MINNEAPOLIS (AP) — The Minneapolis Police Department is enacting several changes in how it handles sexual assault investigations, including requiring officers to prioritize the well-being of victims and taking steps to make it easier for victims to come forward.

Mayor Jacob Frey on Wednesday announced a new policy that will ensure officers receive training in trauma-informed interviewing, which acknowledges the lasting effects that trauma and violence can have on a victim's behavior and memory.

The policy, which takes effect Sunday, also requires investigators to tell victims they can have an advocate with them during an interview. It seeks to improve the way investigators gather and test evidence, interview witnesses and question suspects. The new policy also calls for officers to maintain regular contact with victims during an investigation.

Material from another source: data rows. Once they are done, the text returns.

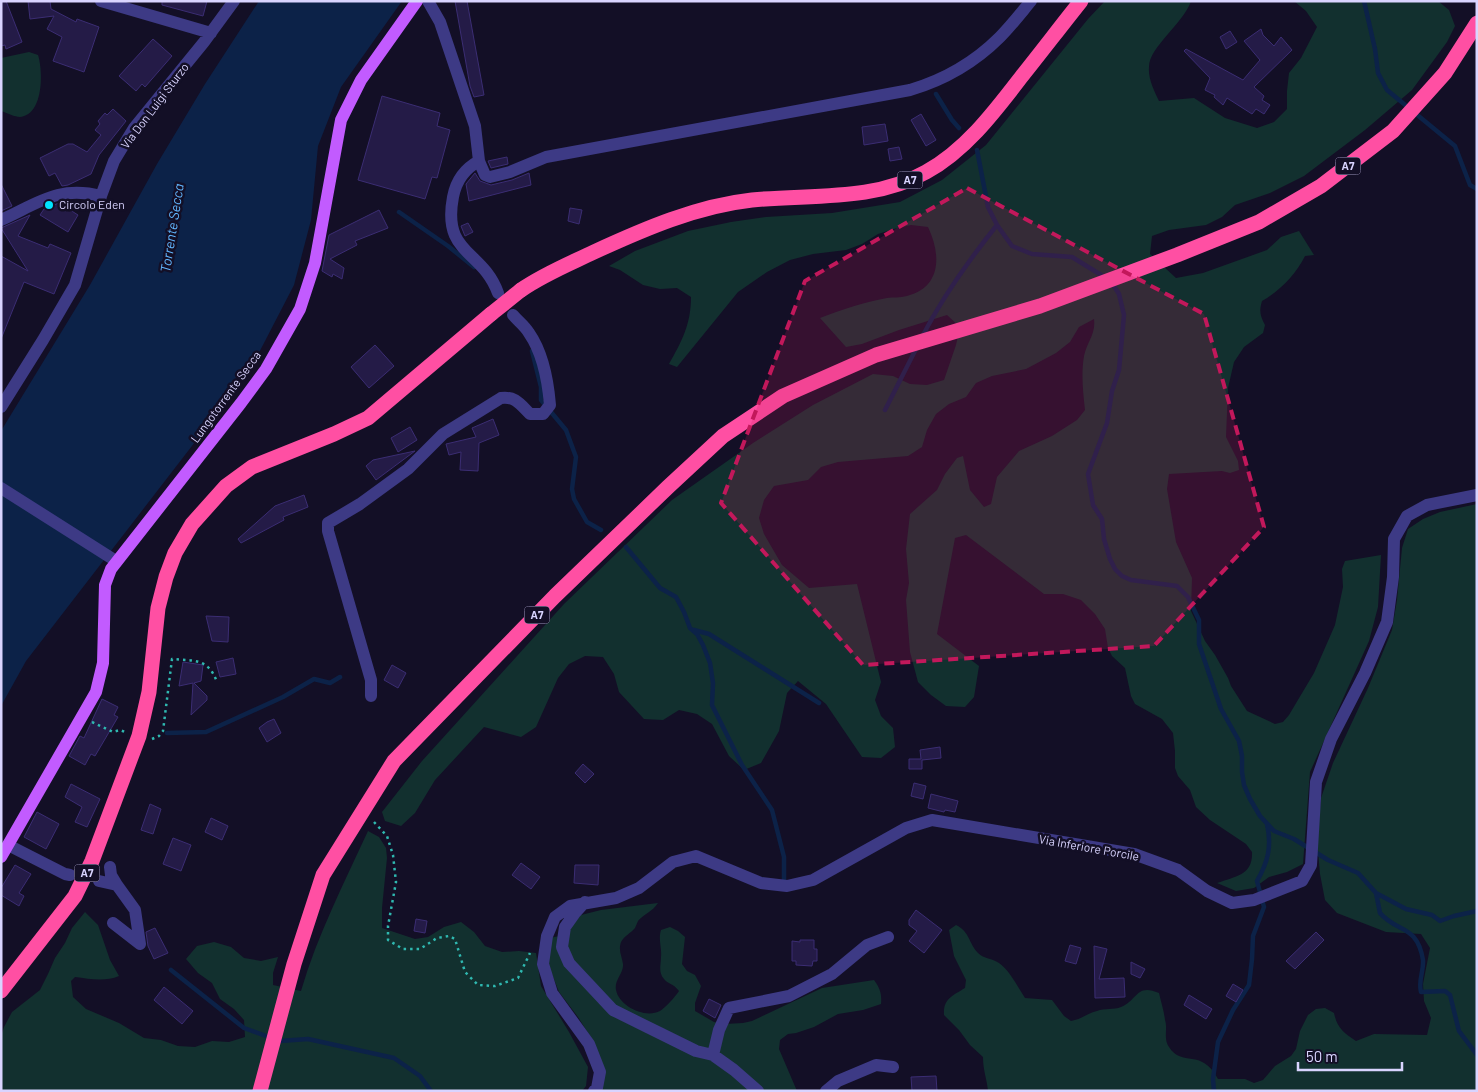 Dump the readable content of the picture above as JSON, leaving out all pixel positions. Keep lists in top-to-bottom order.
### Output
{
  "streets": {
    "highway": ["A7"],
    "main road": ["Lungotorrente Secca"],
    "street": ["Via Don Luigi Sturzo", "Via Inferiore Porcile"]
  },
  "water": ["Torrente Secca"],
  "places": ["Circolo Eden"],
  "scale_bar": "50 m"
} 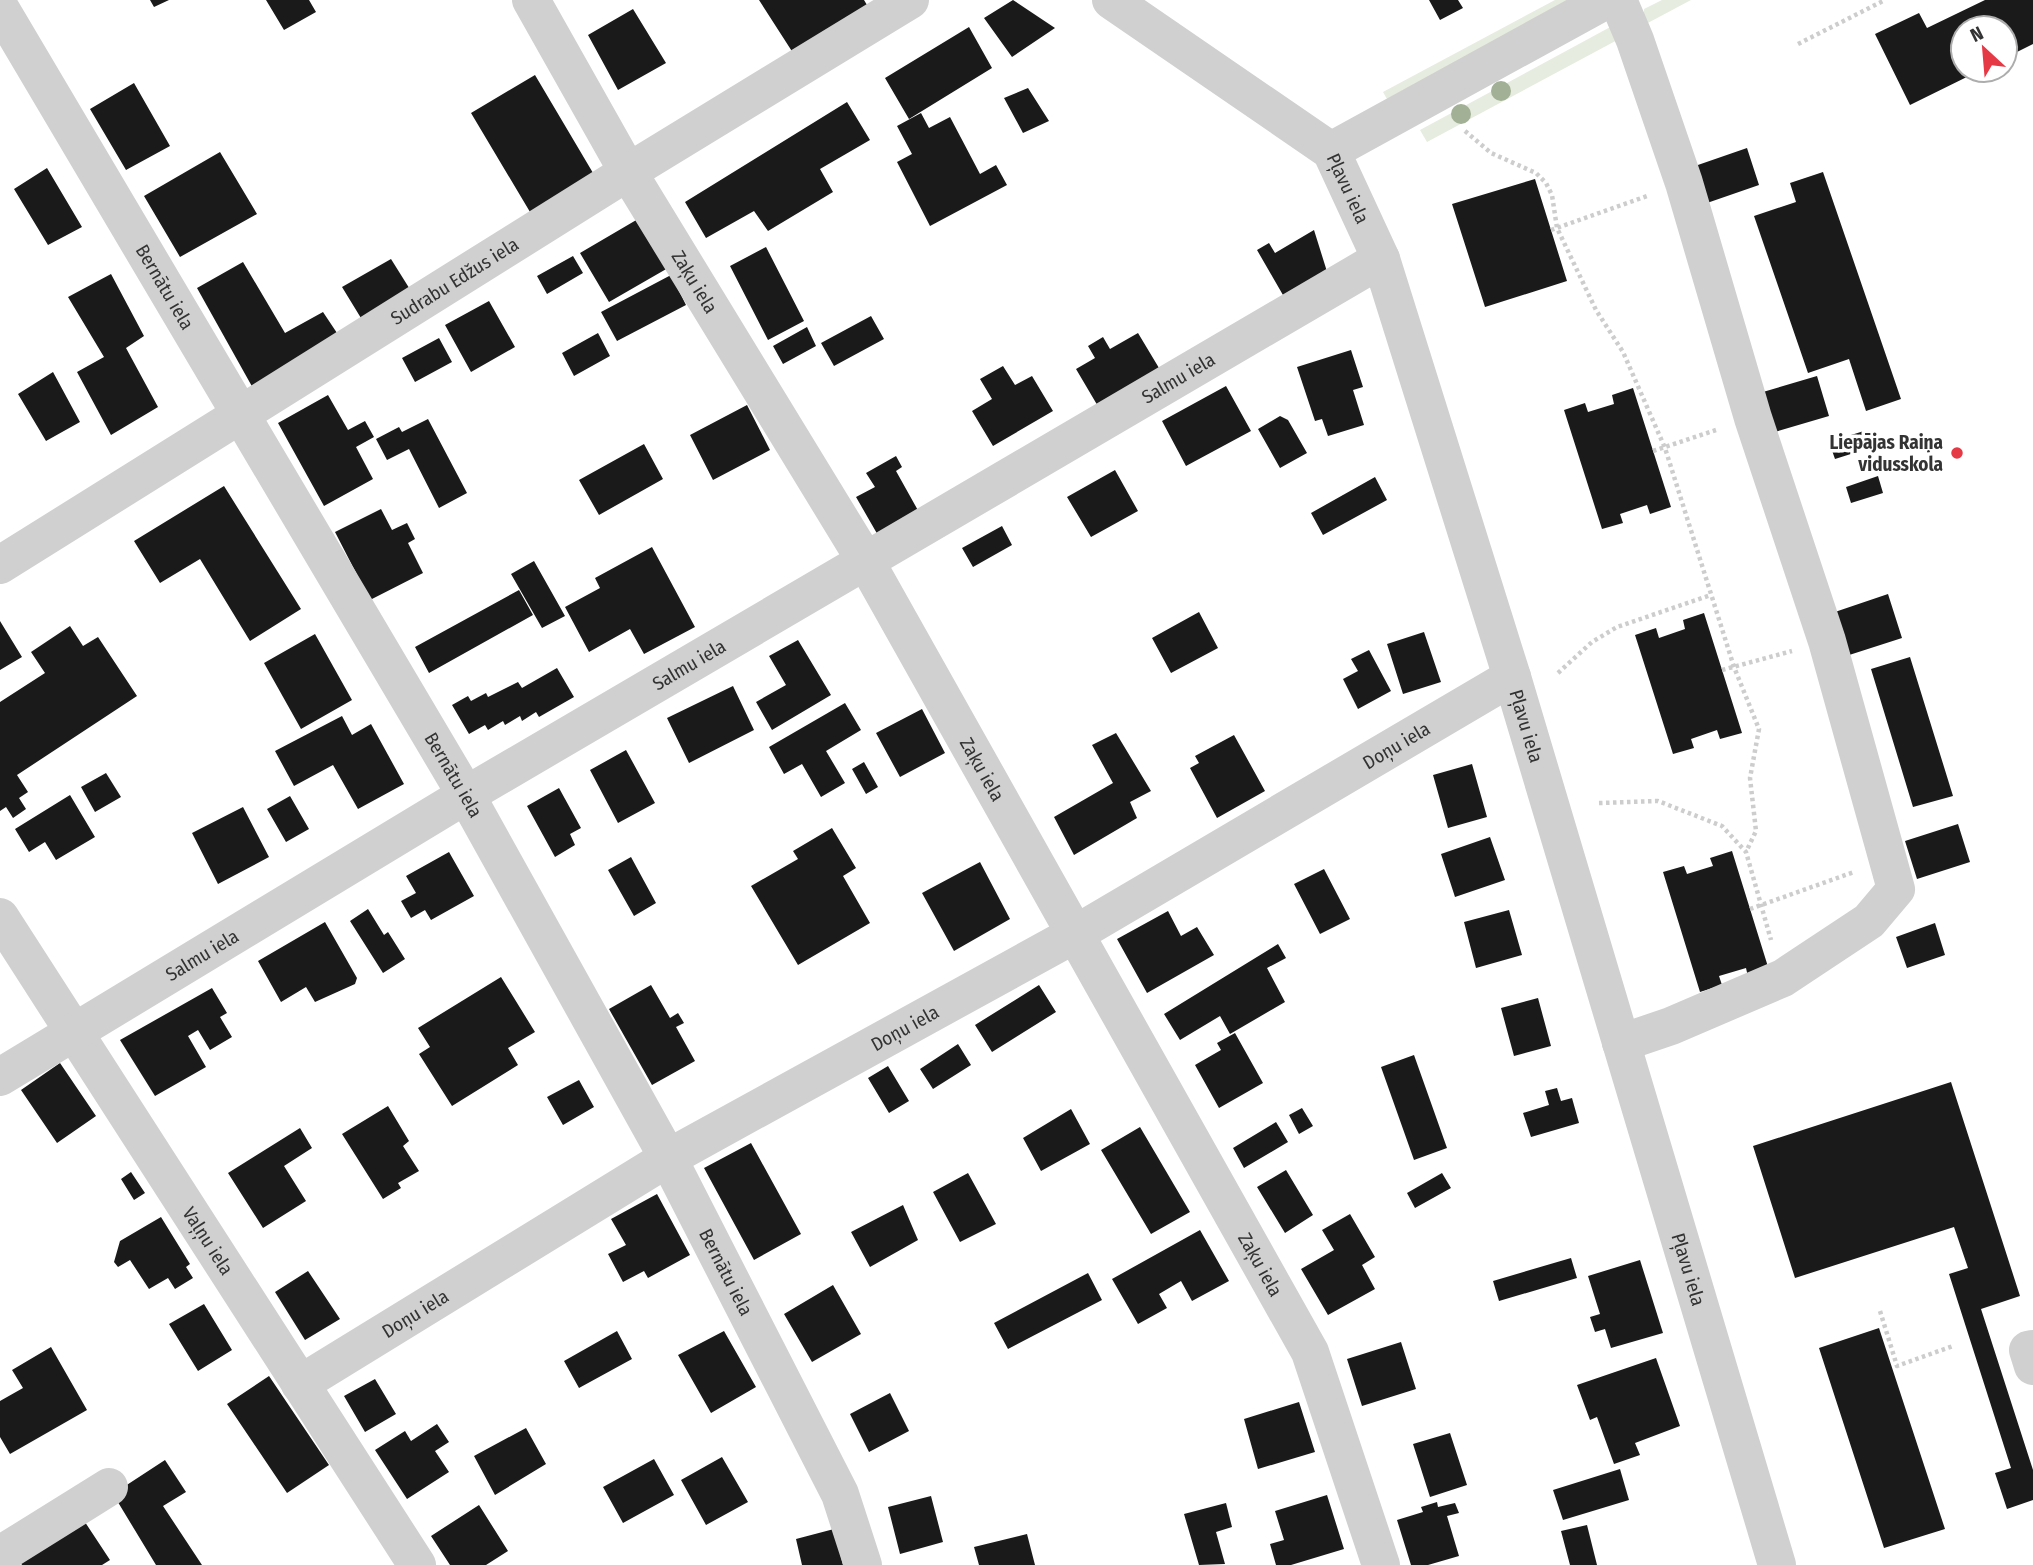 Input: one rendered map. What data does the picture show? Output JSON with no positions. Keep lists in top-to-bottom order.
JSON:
{
  "streets": {
    "street": [
      "Pļavu iela",
      "Sudrabu Edžus iela",
      "Zaķu iela",
      "Bernātu iela",
      "Salmu iela",
      "Doņu iela",
      "Vaļņu iela"
    ]
  },
  "crossings": [
    ["Pļavu iela", "Salmu iela"],
    ["Pļavu iela", "Doņu iela"],
    ["Sudrabu Edžus iela", "Zaķu iela"],
    ["Sudrabu Edžus iela", "Bernātu iela"],
    ["Zaķu iela", "Salmu iela"],
    ["Zaķu iela", "Doņu iela"],
    ["Bernātu iela", "Salmu iela"],
    ["Bernātu iela", "Doņu iela"],
    ["Salmu iela", "Vaļņu iela"],
    ["Doņu iela", "Vaļņu iela"]
  ],
  "places": ["Liepājas Raiņa vidusskola"],
  "north": "top left"
} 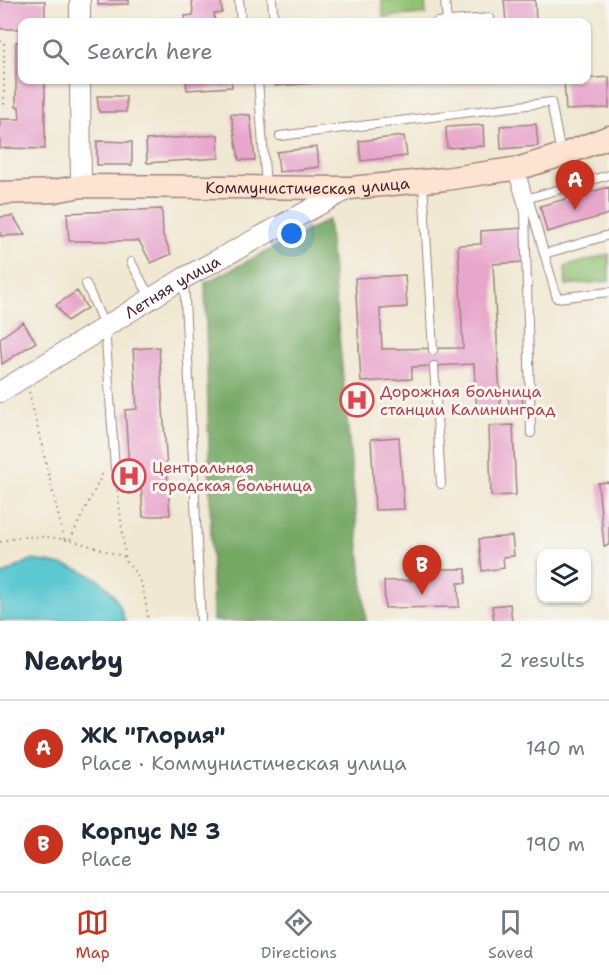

The policy changes also aim to protect sexual assault victims from facing certain charges, including underage drinking and prostitution.

The overhaul mirrors protocols adopted in January by the state's top police regulatory body, the Peace Officer Standards and Training Board. It follows a 2018 investigation that uncovered widespread failures in the handling of sex crimes by police department's around the state.

The Minneapolis Police Department earlier this year hired a full-time victim advocate, expanded training for its sex crimes investigators and started working with a special prosecutor.

Both Frey and Arradondo called for more investigators in the department. Minneapolis police receive roughly 700 sexual assault reports each year, but there are only eight investigators to process them, Frey said.

Frey's 2019 budget proposal included money for four additional investigators. The measure didn't pass the City Council.